- Work to be completed:
The whole listing must be returned exactly, with no line missing.
----------------
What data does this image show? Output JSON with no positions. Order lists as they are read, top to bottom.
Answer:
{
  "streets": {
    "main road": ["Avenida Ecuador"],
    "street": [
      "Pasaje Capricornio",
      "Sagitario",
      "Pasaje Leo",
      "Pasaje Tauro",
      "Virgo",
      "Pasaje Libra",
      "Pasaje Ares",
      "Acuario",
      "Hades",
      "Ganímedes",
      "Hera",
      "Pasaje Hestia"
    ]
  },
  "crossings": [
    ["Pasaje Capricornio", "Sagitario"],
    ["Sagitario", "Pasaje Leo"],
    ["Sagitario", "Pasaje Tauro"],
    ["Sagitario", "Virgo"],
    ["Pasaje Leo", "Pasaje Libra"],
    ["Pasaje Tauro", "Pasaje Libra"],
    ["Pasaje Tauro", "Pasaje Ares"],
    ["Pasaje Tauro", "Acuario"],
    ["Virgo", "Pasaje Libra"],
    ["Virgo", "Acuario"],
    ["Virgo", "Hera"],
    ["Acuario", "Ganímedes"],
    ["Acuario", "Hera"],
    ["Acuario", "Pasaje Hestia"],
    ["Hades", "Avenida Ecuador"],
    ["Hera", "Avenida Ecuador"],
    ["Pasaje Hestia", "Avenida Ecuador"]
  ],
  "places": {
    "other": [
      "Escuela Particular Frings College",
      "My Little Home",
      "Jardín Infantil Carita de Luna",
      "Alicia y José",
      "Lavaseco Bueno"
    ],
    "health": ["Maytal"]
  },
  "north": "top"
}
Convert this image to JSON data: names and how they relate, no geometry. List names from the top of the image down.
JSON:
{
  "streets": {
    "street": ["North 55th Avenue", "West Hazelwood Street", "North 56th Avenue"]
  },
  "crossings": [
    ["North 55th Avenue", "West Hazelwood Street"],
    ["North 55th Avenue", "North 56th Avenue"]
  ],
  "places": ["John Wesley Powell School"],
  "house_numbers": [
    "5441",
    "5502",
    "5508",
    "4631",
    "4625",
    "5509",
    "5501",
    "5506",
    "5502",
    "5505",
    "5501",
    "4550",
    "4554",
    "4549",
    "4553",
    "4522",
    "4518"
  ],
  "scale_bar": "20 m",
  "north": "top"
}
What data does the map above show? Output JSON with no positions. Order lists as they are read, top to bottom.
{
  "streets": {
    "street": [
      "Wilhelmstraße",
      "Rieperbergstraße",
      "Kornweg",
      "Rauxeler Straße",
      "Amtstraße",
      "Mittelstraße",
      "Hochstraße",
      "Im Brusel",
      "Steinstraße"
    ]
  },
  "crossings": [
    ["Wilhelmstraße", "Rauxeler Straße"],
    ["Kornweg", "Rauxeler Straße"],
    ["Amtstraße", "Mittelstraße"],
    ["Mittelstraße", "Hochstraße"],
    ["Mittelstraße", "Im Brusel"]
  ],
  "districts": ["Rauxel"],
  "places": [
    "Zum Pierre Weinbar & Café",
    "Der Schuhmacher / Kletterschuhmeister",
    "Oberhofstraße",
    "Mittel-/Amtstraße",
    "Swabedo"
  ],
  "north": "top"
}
----------------
- Task result:
What data does this image show? Output JSON with no positions. Order lists as they are read, top to bottom.
Answer:
{
  "streets": {
    "main road": ["Avenida Ecuador"],
    "street": [
      "Pasaje Capricornio",
      "Sagitario",
      "Pasaje Leo",
      "Pasaje Tauro",
      "Virgo",
      "Pasaje Libra",
      "Pasaje Ares",
      "Acuario",
      "Hades",
      "Ganímedes",
      "Hera",
      "Pasaje Hestia"
    ]
  },
  "crossings": [
    ["Pasaje Capricornio", "Sagitario"],
    ["Sagitario", "Pasaje Leo"],
    ["Sagitario", "Pasaje Tauro"],
    ["Sagitario", "Virgo"],
    ["Pasaje Leo", "Pasaje Libra"],
    ["Pasaje Tauro", "Pasaje Libra"],
    ["Pasaje Tauro", "Pasaje Ares"],
    ["Pasaje Tauro", "Acuario"],
    ["Virgo", "Pasaje Libra"],
    ["Virgo", "Acuario"],
    ["Virgo", "Hera"],
    ["Acuario", "Ganímedes"],
    ["Acuario", "Hera"],
    ["Acuario", "Pasaje Hestia"],
    ["Hades", "Avenida Ecuador"],
    ["Hera", "Avenida Ecuador"],
    ["Pasaje Hestia", "Avenida Ecuador"]
  ],
  "places": {
    "other": [
      "Escuela Particular Frings College",
      "My Little Home",
      "Jardín Infantil Carita de Luna",
      "Alicia y José",
      "Lavaseco Bueno"
    ],
    "health": ["Maytal"]
  },
  "north": "top"
}
Convert this image to JSON data: names and how they relate, no geometry. List names from the top of the image down.
JSON:
{
  "streets": {
    "street": ["North 55th Avenue", "West Hazelwood Street", "North 56th Avenue"]
  },
  "crossings": [
    ["North 55th Avenue", "West Hazelwood Street"],
    ["North 55th Avenue", "North 56th Avenue"]
  ],
  "places": ["John Wesley Powell School"],
  "house_numbers": [
    "5441",
    "5502",
    "5508",
    "4631",
    "4625",
    "5509",
    "5501",
    "5506",
    "5502",
    "5505",
    "5501",
    "4550",
    "4554",
    "4549",
    "4553",
    "4522",
    "4518"
  ],
  "scale_bar": "20 m",
  "north": "top"
}
What data does the map above show? Output JSON with no positions. Order lists as they are read, top to bottom.
{
  "streets": {
    "street": [
      "Wilhelmstraße",
      "Rieperbergstraße",
      "Kornweg",
      "Rauxeler Straße",
      "Amtstraße",
      "Mittelstraße",
      "Hochstraße",
      "Im Brusel",
      "Steinstraße"
    ]
  },
  "crossings": [
    ["Wilhelmstraße", "Rauxeler Straße"],
    ["Kornweg", "Rauxeler Straße"],
    ["Amtstraße", "Mittelstraße"],
    ["Mittelstraße", "Hochstraße"],
    ["Mittelstraße", "Im Brusel"]
  ],
  "districts": ["Rauxel"],
  "places": [
    "Zum Pierre Weinbar & Café",
    "Der Schuhmacher / Kletterschuhmeister",
    "Oberhofstraße",
    "Mittel-/Amtstraße",
    "Swabedo"
  ],
  "north": "top"
}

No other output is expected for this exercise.